Comedic actor Volodymyr Zelenskiy is preparing for a major transition in his life: from being a popular television fixture to becoming the president of Ukraine.
The actor, who has no political experience, won the first round of the vote on March 31, leaving veteran politicians in the dust. Currently, he holds a huge lead in the polls over his opponent, incumbent President Petro Poroshenko, just days before the runoff election on April 21.
The two are set to face off in a presidential debate before a live crowd of thousands of people at Kyiv’s Olimpiysky Stadium on April 19.

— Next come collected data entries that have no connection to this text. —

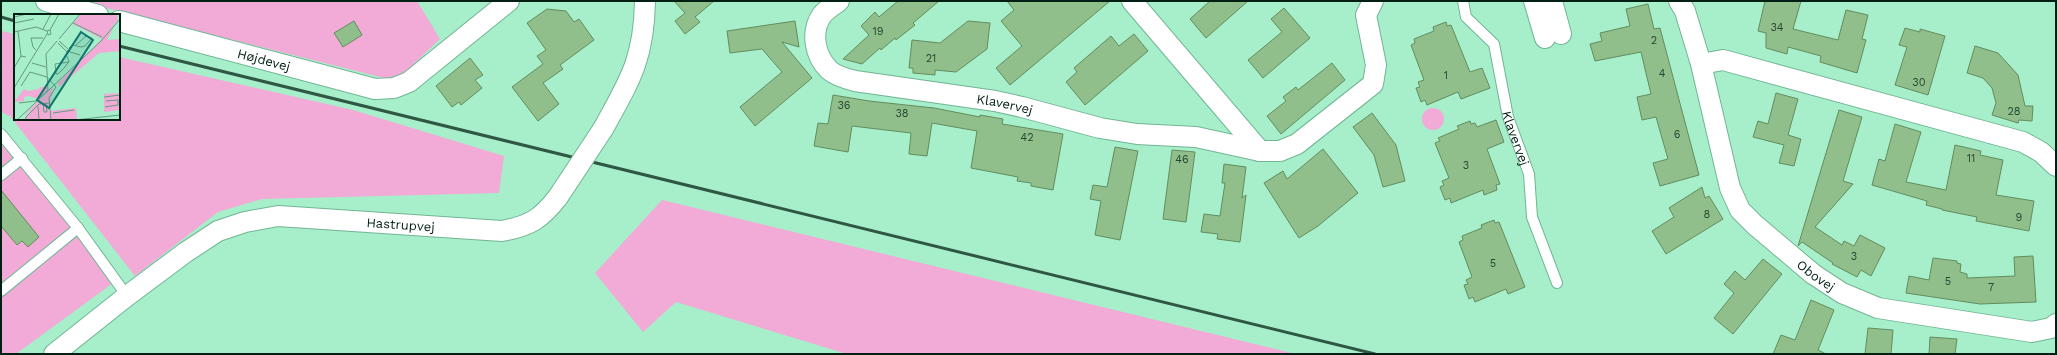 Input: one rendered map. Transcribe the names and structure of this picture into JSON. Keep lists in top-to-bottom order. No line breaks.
{"streets":{"street":["Højdevej","Klavervej","Hastrupvej","Obovej"]},"house_numbers":["34","19","2","21","4","1","30","36","28","38","6","42","11","46","3","8","9","3","5","5","7"]} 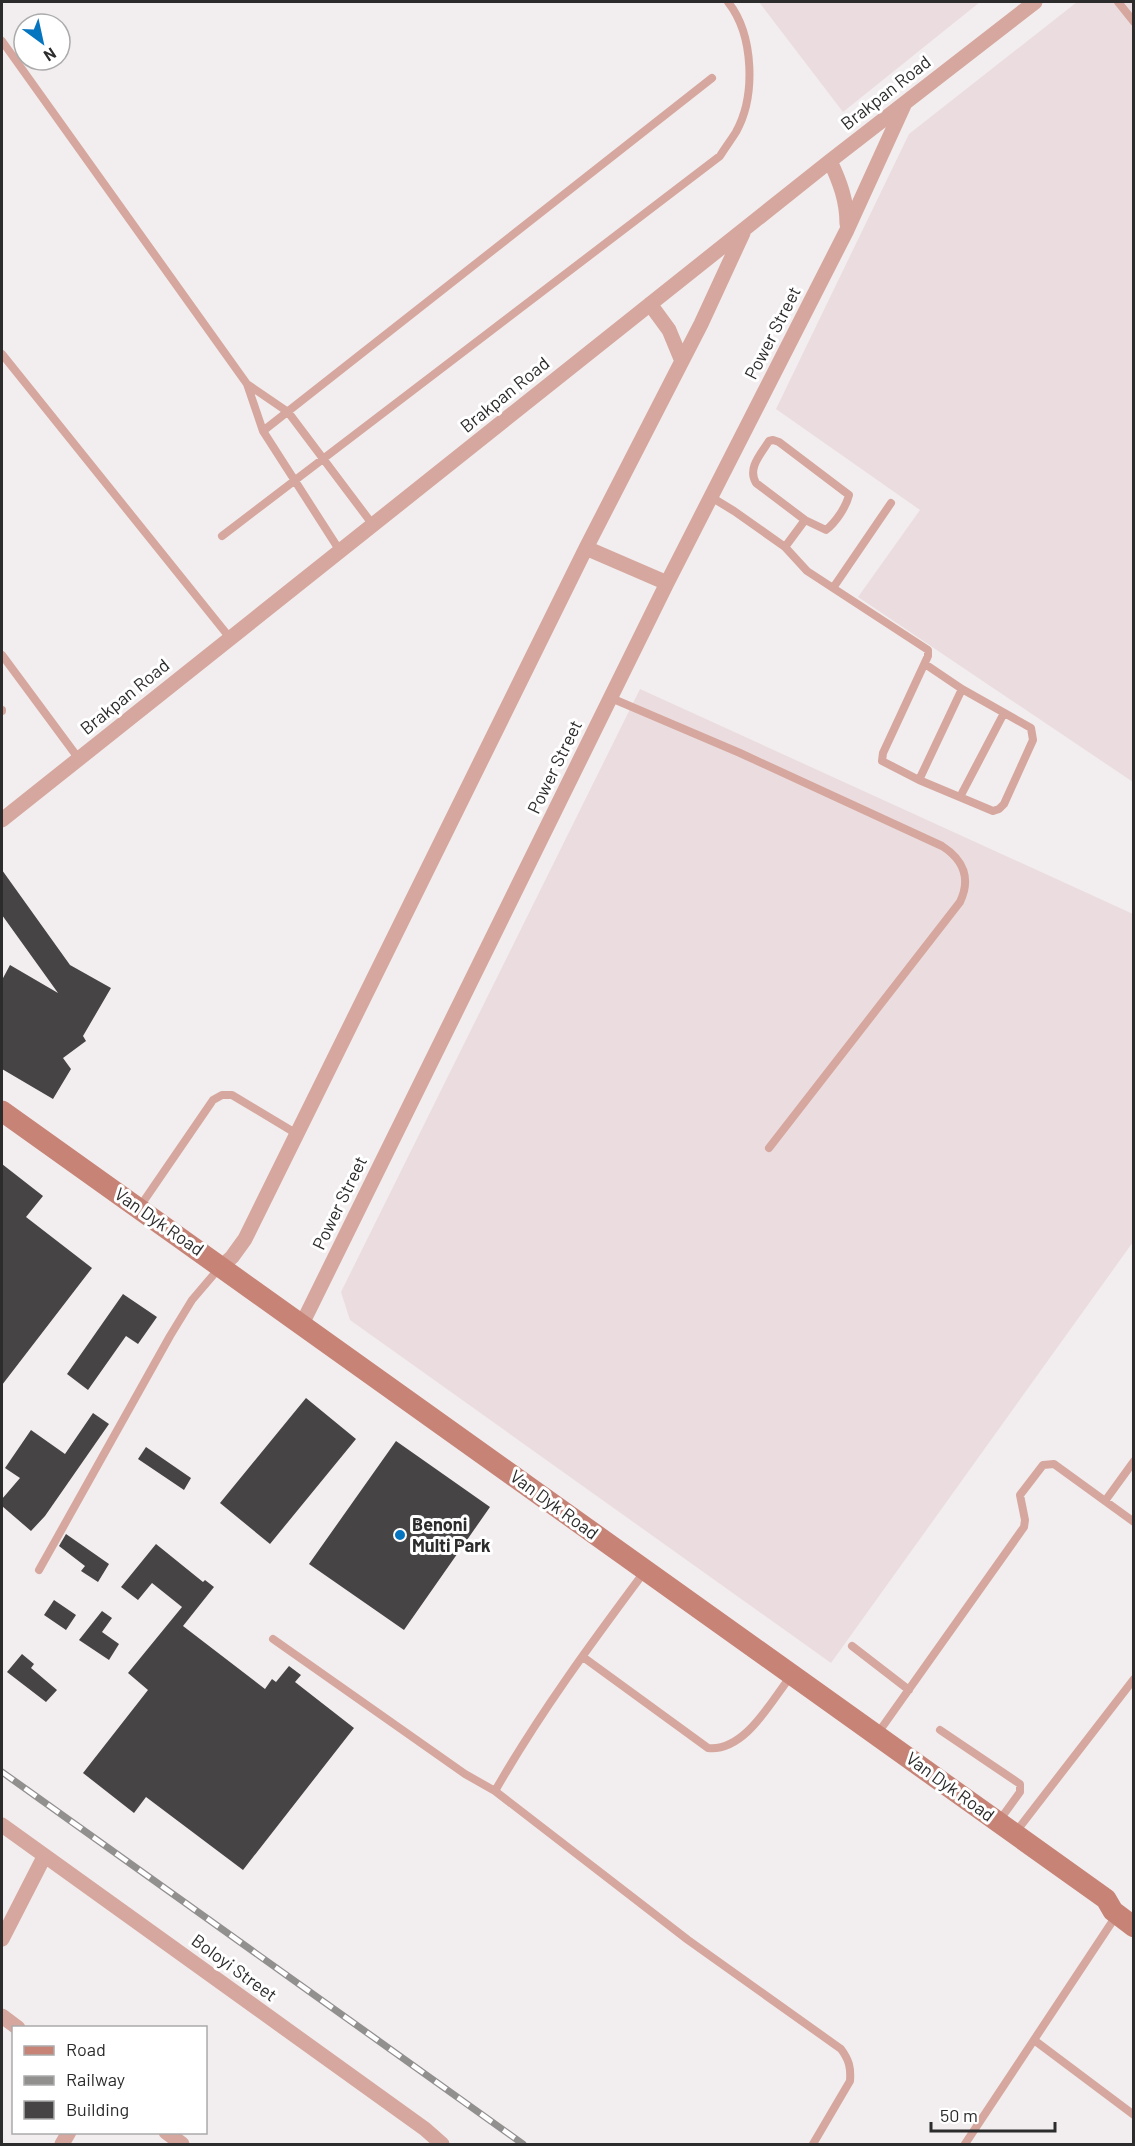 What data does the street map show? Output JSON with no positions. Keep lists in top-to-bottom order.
{
  "streets": {
    "main road": ["Van Dyk Road"],
    "street": ["Brakpan Road", "Power Street", "Boloyi Street"]
  },
  "crossings": [
    ["Brakpan Road", "Power Street"],
    ["Power Street", "Van Dyk Road"]
  ],
  "places": ["Benoni Multi Park"],
  "legend": ["Road", "Railway", "Building"],
  "scale_bar": "50 m",
  "north": "bottom right"
}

“I’m having a hard transition period,” Zelenskiy said during a rare appearance on television after the first round of the election. On April 18, he came to the late-night political talk show, Pravo na Vladu (“Right to Power”) on 1+1, the channel for which he has produced a wide range of comedy shows and sitcoms for over six years.

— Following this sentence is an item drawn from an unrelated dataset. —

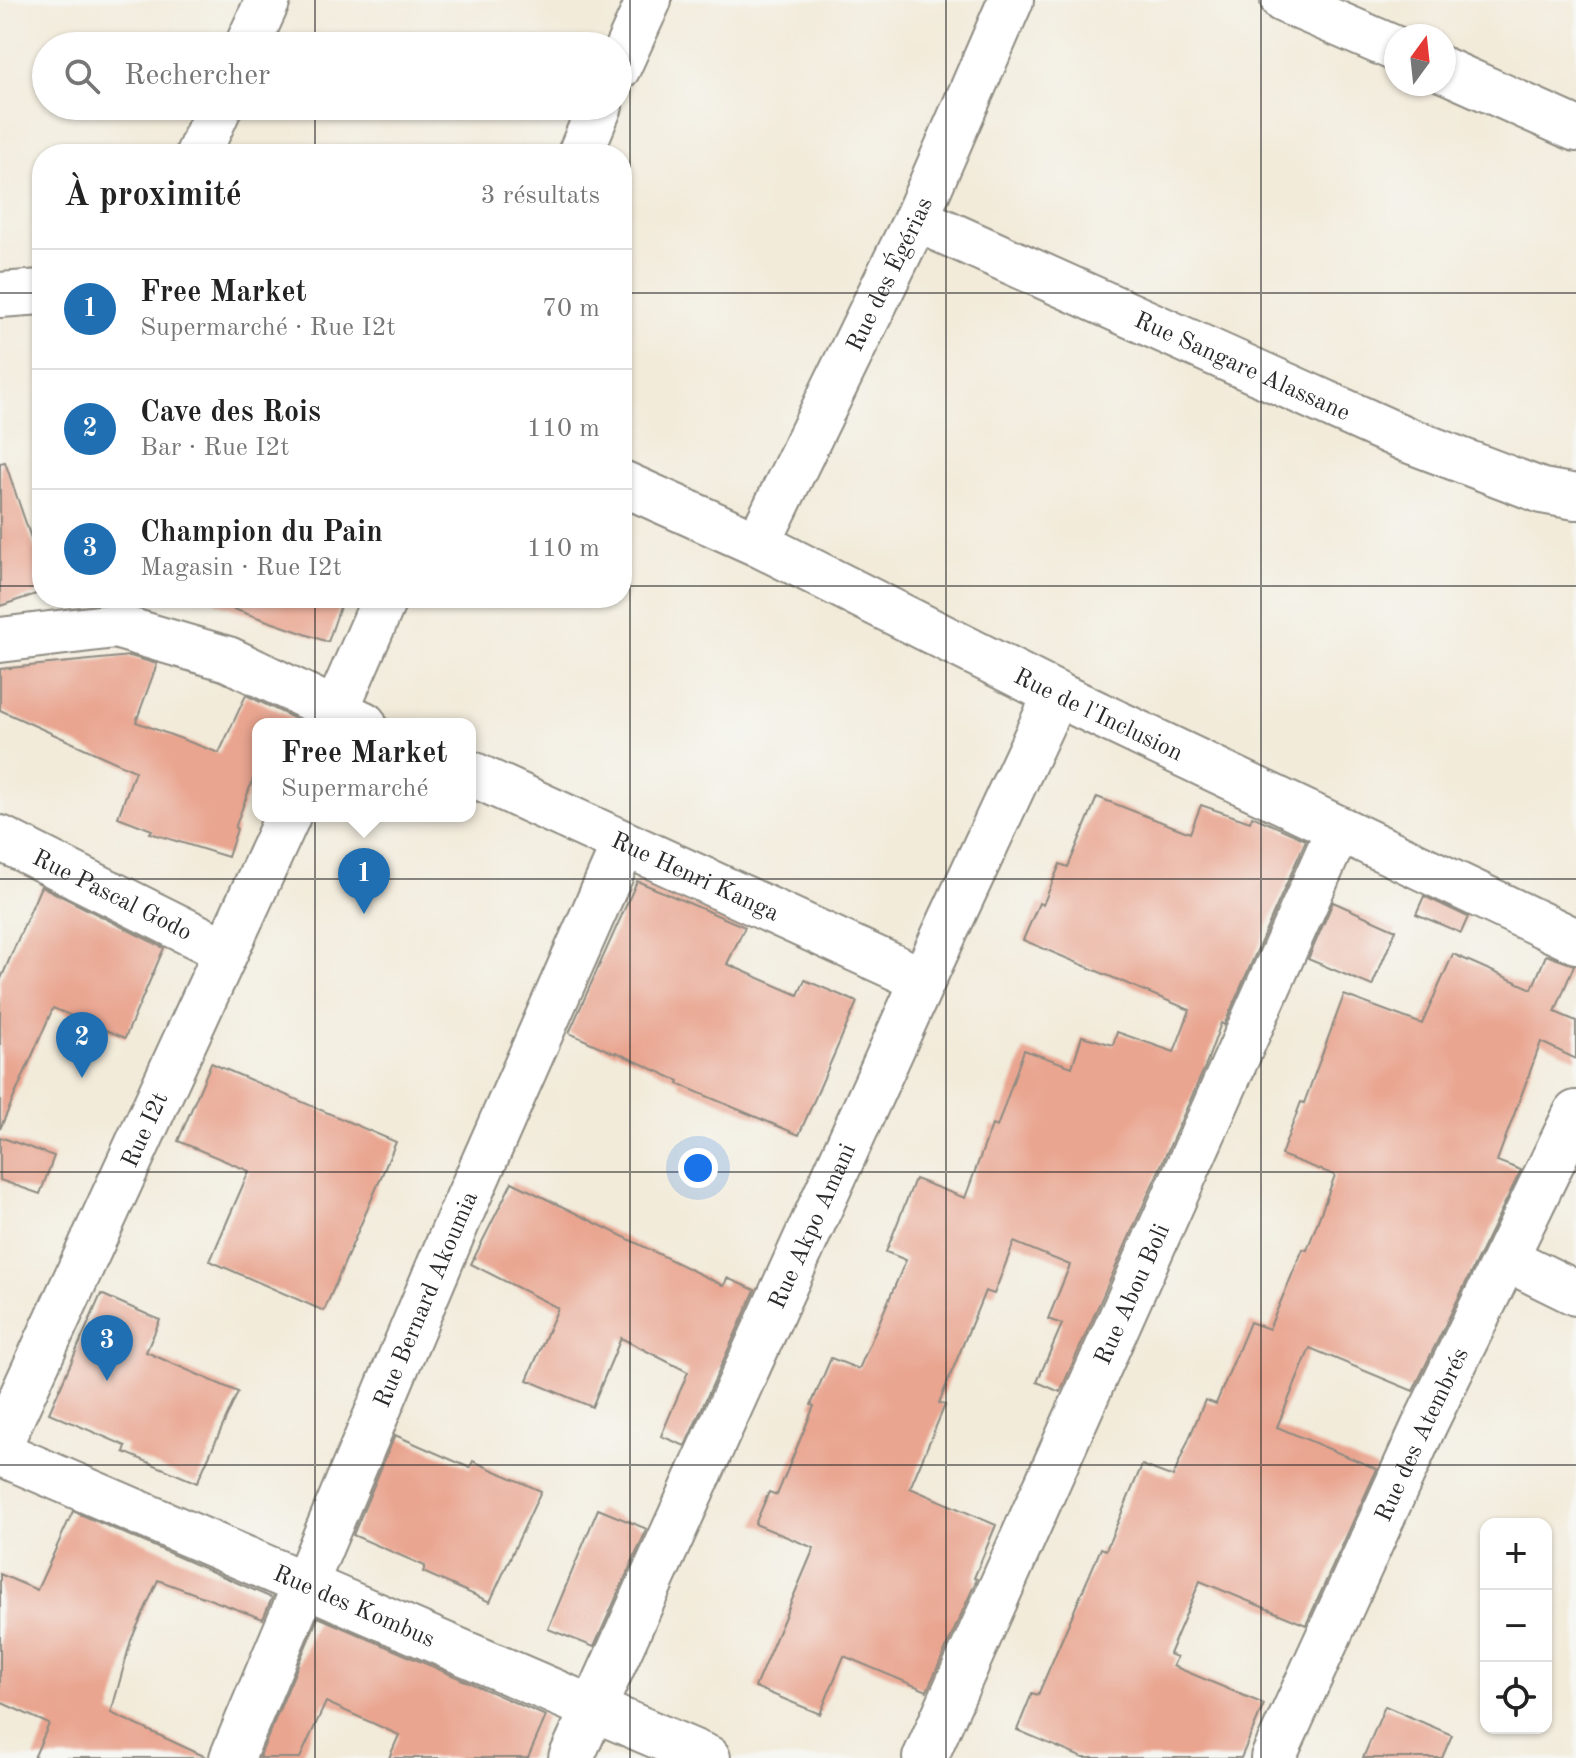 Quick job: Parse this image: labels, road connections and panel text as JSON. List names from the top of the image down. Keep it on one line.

“I have my business, Kvartal 95, in which I’m transferring the powers (to others). I have children. I’m a living person. And I’m going into politics as a person. I don’t have experience; I don’t know a lot but I’m just like everyone else,” he said.
Leaving his production business is breaking out of his comfort zone, Zelenskiy said, but he felt it was his social mission.
“People’s lives are at stake. Nine million Ukrainians have left the country. It is a shame. It is a nightmare. We didn’t keep the most valuable we have — people. The rest that we own, all plants, enterprises, experts, reforms. Who are they for if in five years another half of the population moves out of the country? Each of us has to do what they can. Just leave the comfort zone in which I am in the Kvartal 95 studio. This business is hard work of our big team. I am grateful to Ukraine that I made it. I became a popular and well-off man thanks to Ukraine and Ukrainians.”
“I will do everything I can. I will bring in smart people. If I fail, I will leave. That is why I’m running only for five years (one presidential term), and one of my first bills will be a law on impeachment,” he said.
In his campaign, Zelenskiy has chosen a strategy of communicating with his voters through short video messages and having his advisers speak on television on his behalf. He has not held a press conference and has given almost no interviews to media, drawing the discontent of journalists.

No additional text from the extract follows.